話を戻すけど、つまるところ俺もニコニコ動画部が正式に部活として認められるまでの間は、他の部活に所属している必要があるってことだ。ニコニコ動画部が全然まったく、部活として認められず、結局仮で入った部活で三年間過ごしてしまう可能性も否定できない。
だから、あんまりテキトーな部活に入るわけにもいかないということだ。住めば都みたいに入ってしまえば、それなりに楽しい物なのかもしれないけど、やっぱりある程度はやりたいことを選ぶべきだ。
「ニコニコ動画部が正式に部活化されるまでの間に所属する部活も考えなくちゃな」
「それじゃ、僕と一緒にマン研入らないか?」
「それは遠慮しとく」
俺には壊滅的に絵心が無い。どれくらい絵心が無いかというと……
あれは中学二年の化学の授業中のことだ。特別教室で班分けされ、普段は近くない席の人間が集まって実験をする授業だった。
同じ班の女子が絵を描いて『しりとり』をしようと提案してきた。俺は嫌だと言ったが、他のメンバーがやろうと言い、なんだかんだで巻き込まれることになった。
普通にやっても中々終わらないので、ジャンルを限定することになった。

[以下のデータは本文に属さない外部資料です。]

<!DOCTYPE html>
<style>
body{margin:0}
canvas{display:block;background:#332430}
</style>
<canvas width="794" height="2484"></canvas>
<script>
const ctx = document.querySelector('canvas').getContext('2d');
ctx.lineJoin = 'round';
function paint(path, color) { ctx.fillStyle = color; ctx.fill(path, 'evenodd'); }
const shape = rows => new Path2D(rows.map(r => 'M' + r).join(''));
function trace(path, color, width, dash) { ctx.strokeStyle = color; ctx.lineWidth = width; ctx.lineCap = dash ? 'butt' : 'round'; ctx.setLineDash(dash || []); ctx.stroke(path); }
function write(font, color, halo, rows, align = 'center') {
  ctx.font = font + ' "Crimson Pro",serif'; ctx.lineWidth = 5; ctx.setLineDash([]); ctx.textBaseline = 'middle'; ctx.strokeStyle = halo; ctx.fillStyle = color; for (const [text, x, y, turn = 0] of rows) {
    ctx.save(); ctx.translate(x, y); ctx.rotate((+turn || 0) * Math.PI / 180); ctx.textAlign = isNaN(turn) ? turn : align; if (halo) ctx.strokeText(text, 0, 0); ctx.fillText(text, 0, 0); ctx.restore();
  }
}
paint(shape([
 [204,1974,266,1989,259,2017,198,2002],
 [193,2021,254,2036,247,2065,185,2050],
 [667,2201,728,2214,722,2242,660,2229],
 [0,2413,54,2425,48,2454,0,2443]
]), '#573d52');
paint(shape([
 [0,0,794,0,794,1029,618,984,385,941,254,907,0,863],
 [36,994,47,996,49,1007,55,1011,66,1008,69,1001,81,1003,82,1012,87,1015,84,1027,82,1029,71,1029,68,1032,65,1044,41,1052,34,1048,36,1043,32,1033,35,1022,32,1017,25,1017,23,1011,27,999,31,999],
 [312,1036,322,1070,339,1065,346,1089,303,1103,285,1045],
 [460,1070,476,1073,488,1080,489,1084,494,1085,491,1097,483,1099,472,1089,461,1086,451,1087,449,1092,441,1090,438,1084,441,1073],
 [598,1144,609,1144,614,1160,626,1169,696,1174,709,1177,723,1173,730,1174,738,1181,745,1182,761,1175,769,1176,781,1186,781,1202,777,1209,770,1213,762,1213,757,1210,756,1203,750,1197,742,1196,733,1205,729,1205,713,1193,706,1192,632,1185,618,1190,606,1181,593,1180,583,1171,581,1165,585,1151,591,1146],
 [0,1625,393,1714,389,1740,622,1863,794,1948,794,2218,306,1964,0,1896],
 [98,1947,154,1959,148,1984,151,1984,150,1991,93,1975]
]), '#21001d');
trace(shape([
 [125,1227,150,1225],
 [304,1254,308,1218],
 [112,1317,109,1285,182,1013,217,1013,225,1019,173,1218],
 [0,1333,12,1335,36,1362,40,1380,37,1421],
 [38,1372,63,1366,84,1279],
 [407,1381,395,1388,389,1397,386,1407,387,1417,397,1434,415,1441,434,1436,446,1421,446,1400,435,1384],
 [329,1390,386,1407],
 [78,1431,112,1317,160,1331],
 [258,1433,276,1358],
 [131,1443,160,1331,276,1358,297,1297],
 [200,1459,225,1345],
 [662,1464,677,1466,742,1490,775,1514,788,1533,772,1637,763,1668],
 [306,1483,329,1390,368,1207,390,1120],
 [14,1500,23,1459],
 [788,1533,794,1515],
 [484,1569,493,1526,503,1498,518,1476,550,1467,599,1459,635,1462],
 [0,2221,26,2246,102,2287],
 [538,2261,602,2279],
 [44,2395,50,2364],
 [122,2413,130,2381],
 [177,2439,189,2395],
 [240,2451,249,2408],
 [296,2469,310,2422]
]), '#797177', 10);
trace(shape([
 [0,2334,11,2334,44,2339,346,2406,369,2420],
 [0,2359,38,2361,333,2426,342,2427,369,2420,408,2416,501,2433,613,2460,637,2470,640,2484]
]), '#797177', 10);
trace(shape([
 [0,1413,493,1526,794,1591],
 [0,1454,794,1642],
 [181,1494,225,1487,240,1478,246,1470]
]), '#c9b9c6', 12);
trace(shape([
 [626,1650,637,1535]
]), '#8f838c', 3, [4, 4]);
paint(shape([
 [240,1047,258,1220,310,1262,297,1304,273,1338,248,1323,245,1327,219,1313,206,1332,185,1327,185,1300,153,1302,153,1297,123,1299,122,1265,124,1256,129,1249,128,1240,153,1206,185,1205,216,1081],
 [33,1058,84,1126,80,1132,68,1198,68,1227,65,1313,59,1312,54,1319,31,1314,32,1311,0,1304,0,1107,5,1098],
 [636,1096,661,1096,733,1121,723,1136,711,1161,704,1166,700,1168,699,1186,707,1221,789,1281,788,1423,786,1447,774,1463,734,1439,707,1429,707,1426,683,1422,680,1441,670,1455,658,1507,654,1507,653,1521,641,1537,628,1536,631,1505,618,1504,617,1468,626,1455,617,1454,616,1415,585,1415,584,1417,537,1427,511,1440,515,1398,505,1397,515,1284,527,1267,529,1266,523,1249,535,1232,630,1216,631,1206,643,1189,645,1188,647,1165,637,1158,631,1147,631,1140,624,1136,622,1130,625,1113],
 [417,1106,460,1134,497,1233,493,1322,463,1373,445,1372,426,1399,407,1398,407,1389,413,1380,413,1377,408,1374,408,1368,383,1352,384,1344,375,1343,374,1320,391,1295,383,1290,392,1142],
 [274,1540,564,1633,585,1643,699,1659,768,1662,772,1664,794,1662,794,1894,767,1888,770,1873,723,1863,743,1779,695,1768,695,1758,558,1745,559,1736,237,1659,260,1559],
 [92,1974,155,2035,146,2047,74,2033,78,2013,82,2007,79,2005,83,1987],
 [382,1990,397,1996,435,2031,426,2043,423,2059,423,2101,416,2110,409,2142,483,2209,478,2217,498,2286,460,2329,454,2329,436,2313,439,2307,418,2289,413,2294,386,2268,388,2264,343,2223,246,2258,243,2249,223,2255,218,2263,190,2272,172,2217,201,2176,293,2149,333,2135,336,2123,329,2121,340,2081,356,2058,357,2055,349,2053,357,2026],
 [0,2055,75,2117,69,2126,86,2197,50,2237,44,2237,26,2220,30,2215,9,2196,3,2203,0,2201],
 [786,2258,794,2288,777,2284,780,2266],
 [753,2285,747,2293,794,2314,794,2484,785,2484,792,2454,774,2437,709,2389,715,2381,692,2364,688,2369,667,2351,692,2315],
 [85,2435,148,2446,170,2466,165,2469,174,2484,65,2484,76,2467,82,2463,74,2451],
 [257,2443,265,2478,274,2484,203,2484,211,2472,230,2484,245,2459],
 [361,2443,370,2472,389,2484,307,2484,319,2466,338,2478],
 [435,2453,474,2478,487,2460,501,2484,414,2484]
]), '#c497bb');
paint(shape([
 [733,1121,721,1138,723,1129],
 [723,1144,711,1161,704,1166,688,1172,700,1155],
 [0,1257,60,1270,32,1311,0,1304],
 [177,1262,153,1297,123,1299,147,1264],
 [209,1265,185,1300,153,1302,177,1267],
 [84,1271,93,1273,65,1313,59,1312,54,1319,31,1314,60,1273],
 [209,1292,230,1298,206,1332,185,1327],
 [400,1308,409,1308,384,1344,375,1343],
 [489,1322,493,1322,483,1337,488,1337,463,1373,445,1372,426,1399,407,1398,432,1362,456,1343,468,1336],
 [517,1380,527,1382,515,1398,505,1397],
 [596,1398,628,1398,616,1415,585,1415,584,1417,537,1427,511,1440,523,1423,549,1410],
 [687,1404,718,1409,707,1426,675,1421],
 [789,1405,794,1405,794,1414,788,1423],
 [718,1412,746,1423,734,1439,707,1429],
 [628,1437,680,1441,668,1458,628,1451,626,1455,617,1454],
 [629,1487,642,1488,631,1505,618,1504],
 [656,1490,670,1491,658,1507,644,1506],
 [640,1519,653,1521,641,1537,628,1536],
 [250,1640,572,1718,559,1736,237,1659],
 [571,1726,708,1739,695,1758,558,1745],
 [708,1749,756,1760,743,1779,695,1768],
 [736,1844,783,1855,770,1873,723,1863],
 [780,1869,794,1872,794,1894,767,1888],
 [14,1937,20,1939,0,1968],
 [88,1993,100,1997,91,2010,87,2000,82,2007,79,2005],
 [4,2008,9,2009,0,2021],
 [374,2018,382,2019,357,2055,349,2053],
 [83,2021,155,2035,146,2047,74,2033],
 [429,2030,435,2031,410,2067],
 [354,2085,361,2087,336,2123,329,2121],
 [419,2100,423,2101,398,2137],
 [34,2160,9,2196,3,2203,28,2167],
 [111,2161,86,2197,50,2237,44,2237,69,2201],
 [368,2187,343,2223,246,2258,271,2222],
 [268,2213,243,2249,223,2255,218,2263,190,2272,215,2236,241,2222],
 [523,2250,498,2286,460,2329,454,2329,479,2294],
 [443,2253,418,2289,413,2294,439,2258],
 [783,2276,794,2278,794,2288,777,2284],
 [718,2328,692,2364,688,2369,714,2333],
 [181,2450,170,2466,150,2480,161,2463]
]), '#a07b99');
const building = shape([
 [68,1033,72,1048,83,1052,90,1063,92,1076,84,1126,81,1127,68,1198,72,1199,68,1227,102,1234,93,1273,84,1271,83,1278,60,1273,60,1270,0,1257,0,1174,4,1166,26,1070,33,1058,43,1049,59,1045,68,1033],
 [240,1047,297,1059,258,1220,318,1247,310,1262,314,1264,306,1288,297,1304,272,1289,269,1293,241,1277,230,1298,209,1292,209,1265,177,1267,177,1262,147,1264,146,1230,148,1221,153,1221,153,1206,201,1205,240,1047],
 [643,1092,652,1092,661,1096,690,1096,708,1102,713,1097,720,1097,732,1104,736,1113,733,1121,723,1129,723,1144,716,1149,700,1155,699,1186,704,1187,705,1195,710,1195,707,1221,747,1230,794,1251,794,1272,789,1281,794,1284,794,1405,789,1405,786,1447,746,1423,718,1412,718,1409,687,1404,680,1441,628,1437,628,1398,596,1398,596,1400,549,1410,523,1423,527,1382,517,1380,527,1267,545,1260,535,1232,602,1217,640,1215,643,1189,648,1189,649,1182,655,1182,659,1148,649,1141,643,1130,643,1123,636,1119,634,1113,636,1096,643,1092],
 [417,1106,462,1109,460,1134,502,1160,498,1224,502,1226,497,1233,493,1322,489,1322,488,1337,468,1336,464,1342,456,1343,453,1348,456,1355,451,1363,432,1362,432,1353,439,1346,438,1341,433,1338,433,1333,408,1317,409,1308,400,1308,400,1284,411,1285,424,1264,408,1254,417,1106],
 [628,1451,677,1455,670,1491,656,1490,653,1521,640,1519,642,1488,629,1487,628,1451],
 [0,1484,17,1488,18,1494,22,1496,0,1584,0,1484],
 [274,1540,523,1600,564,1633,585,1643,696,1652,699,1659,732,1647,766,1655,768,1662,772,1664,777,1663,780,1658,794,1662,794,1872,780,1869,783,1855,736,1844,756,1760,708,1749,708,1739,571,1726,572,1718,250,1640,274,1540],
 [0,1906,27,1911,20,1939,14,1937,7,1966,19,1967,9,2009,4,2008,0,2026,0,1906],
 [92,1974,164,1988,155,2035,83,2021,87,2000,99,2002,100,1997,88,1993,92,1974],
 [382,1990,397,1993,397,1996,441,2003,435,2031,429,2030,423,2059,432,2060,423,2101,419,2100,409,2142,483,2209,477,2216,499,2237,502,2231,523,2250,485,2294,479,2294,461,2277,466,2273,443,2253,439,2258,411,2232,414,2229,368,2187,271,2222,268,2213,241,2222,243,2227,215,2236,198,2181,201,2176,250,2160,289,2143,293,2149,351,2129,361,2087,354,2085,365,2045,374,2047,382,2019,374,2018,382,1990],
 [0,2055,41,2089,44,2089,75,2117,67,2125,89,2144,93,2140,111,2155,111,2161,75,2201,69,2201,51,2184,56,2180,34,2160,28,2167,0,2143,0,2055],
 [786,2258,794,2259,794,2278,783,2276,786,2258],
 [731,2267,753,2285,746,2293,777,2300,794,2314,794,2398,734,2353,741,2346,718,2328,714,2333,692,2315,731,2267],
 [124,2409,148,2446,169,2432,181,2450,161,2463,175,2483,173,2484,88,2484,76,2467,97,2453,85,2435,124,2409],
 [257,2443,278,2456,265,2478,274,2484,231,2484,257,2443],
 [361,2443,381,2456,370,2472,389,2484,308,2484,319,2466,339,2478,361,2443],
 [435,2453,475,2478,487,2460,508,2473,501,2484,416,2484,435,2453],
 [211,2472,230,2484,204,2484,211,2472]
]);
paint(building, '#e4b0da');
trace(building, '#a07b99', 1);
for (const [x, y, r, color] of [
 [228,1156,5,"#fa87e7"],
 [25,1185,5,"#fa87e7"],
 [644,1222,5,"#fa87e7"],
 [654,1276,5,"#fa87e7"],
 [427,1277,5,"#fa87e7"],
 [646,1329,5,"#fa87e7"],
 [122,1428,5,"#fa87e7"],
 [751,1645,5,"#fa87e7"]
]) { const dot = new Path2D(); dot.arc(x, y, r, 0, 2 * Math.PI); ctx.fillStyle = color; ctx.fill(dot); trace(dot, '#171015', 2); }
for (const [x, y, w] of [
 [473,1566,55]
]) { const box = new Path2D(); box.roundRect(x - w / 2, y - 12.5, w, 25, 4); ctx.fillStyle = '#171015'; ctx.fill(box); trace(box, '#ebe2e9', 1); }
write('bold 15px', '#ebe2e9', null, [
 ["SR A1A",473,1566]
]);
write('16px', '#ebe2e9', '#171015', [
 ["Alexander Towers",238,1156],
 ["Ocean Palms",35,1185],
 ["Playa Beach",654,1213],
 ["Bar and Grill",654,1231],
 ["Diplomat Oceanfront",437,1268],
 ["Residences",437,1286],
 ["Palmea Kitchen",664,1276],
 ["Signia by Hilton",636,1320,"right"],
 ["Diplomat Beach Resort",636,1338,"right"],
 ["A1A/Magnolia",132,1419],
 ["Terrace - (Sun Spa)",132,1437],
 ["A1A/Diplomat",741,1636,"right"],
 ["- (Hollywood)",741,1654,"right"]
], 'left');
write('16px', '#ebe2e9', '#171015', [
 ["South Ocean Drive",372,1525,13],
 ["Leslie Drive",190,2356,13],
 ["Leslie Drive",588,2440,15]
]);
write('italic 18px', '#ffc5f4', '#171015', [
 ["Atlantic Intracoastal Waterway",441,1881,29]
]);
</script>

お題は動物。俺に回ってきた頭文字は『か』だった。俺は一見大人しくのんびりした見た目とは裏腹に実際は凶暴と噂れる動物、カバを描くことにした。
俺が描いたカバは、なぜか同じ班の人間の大爆笑を引き起こす引き金になった。授業中の爆笑は、すなわちお説教である。俺達の班は、あとでこっぴどくお説教されたのだ。苦い思い出だ。
「ちなみに描いてみて、カバ」
誠め、なんておそろしいことを言いやがる。
だが、求められたら応えなくてはならない。俺としては納得できないが、これは笑いへの振りだ。
俺はノートを取り出すと、今の俺が描ける全力のカバを描く。誠は口元を押さえて教室を出て行った。
試合に勝った、けど勝負に負けた。そんな言葉が頭の中に浮かんできた。